Die Sexworker fordern dagegen, Missstände nicht zu verallgemeinern und eine Verschiebung des Wahrnehmungsschwerpunktes auf Sexarbeit. Denn, wie vielfach berichtet wurde, sei Diskriminierung nicht ein Problem innerhalb der Prostitution sonders außerhalb, da Sexarbeiter_innen dort als solche stigmatisiert und abgewertet würden. Ihre negativen Erfahrungen entstehen also aufgrund gesellschaftlicher Vorstellungen. Auf EU-Ebene folgen viele Staaten einem stark von moralischen und geschlechtlichen Idealvorstellungen geprägten Trend und erlassen prohibitionistische Gesetzte gegen Prostitution. So verfolgt Schweden beispielsweise mit einem Sexkaufverbot eine Erziehungsmaßnahme. Dies ziele auf die Abschaffung einer Nachfrage von sexuellen Dienstleitungen ab. Aber, so die Kritik, ließe sich eine Gesellschaft dann nicht ebenso gut dazu umerziehen respektvoll mit Sexarbeiter_innen umzugehen und ihre Arbeit wertzuschätzen und ihnen mehr gesellschaftliche Macht und Partizipation zu ermöglichen? Durch die Umkehrung der Perspektive wird die moralische Implikation des Gesetzesentwurfes deutlich. Moral – so die Kritiker_innen – ist aber nicht Aufgabe der Gesetzgeber_innen.
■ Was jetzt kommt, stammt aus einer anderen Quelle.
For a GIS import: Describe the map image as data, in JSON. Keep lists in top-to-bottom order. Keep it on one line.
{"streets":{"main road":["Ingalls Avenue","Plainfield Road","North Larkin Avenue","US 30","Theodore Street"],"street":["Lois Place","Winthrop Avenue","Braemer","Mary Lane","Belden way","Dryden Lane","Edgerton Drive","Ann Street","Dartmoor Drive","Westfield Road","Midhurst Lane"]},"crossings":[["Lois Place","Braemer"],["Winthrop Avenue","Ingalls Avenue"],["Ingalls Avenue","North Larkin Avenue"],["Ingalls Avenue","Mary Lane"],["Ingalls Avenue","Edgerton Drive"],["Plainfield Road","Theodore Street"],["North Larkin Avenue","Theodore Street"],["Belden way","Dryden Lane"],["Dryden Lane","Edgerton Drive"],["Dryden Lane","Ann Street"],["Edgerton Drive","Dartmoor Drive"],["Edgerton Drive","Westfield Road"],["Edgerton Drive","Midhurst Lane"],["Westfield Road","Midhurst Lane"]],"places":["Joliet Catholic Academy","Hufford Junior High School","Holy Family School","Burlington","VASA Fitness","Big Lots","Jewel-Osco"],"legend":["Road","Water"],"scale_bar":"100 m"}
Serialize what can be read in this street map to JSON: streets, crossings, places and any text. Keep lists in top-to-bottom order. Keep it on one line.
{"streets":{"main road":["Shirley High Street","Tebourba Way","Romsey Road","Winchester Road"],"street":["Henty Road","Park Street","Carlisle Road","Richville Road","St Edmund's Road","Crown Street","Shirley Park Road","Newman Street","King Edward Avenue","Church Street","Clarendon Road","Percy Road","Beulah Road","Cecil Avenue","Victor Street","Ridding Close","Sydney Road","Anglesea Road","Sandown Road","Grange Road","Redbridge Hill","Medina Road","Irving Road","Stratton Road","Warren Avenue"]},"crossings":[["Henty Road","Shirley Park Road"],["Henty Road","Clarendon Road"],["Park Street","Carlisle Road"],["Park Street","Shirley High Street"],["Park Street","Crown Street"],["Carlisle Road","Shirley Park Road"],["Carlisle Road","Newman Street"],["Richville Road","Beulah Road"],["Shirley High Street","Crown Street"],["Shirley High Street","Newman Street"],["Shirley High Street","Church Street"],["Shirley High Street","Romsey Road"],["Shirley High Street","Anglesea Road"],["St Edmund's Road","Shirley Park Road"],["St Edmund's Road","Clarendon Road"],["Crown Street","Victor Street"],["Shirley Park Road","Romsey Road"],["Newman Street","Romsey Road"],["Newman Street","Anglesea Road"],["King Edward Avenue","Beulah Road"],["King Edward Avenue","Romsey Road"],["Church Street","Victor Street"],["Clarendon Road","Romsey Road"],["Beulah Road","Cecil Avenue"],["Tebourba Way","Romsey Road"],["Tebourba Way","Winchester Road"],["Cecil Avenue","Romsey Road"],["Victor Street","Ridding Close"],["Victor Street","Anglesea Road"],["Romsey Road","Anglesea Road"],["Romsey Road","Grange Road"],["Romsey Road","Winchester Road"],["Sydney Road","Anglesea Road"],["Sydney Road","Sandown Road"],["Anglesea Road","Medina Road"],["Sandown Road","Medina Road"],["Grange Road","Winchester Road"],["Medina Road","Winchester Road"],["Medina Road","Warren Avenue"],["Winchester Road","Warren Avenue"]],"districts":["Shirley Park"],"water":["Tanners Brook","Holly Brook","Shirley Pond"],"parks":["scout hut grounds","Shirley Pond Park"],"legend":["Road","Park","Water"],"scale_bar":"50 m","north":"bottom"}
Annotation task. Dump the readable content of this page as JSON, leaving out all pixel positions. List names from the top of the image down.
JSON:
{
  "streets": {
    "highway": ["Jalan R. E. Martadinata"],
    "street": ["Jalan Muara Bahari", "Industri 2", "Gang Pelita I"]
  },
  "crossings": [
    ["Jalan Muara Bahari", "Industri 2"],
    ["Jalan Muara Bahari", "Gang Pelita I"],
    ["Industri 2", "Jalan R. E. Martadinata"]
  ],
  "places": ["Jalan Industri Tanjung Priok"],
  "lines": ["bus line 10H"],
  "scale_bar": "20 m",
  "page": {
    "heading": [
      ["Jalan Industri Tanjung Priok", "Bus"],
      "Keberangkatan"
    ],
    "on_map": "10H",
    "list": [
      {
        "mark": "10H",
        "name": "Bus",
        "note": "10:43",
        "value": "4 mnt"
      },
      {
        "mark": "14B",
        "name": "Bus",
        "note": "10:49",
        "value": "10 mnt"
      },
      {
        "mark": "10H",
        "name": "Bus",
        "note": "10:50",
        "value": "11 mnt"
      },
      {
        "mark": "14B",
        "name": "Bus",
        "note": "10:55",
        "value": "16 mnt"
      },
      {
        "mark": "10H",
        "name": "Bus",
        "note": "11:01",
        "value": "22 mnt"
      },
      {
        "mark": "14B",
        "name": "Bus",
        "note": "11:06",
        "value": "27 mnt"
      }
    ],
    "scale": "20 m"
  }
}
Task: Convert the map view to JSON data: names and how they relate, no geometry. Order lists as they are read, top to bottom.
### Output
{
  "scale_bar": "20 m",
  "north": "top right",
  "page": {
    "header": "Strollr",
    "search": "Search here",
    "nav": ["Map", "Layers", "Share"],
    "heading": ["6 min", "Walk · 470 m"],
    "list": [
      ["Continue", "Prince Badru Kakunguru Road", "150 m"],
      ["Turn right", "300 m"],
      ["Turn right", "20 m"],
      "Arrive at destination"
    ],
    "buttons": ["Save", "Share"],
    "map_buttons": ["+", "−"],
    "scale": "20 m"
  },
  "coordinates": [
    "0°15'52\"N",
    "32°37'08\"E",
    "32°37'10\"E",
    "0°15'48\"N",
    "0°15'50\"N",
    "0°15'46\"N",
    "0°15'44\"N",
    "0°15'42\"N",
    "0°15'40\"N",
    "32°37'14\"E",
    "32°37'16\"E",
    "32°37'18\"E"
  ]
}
Langfristig und nachhaltig

Der zweite Tag gestaltete sich wie ein Kongress, der bei jeder anderen Berufsgruppe vorstellbar wäre. Es wurde über Fortbildungen, Schulungen im Finanzwesen und Möglichkeiten der sozialen Absicherung gesprochen. Der Fokus lag auf einer langfristigen und nachhaltigen Planung persönlicher Arbeitsbiografien in der Sexarbeitsbranche. Die konkrete Ausarbeitung solcher Maßnahmen geschah in intensiven Workshops, bei denen alle mitarbeiten konnten. Gewappnet mit diesem Material wird der Berufsverband und andere Sprecher_innengruppen der Sexworker zukünftig hoffentlich gut vorbereitet sein, in produktive und lösungsorientierte Gespräche mit Politiker_innen zu treten. Denn eigene Vorschläge zur Regelung von Sexarbeit vorzubringen, könnte eines der wirksamsten Mittel sein, um auf eine fragwürdige Politik zu reagieren und in einem rationalen Diskurs angemessene Lösungen zu finden.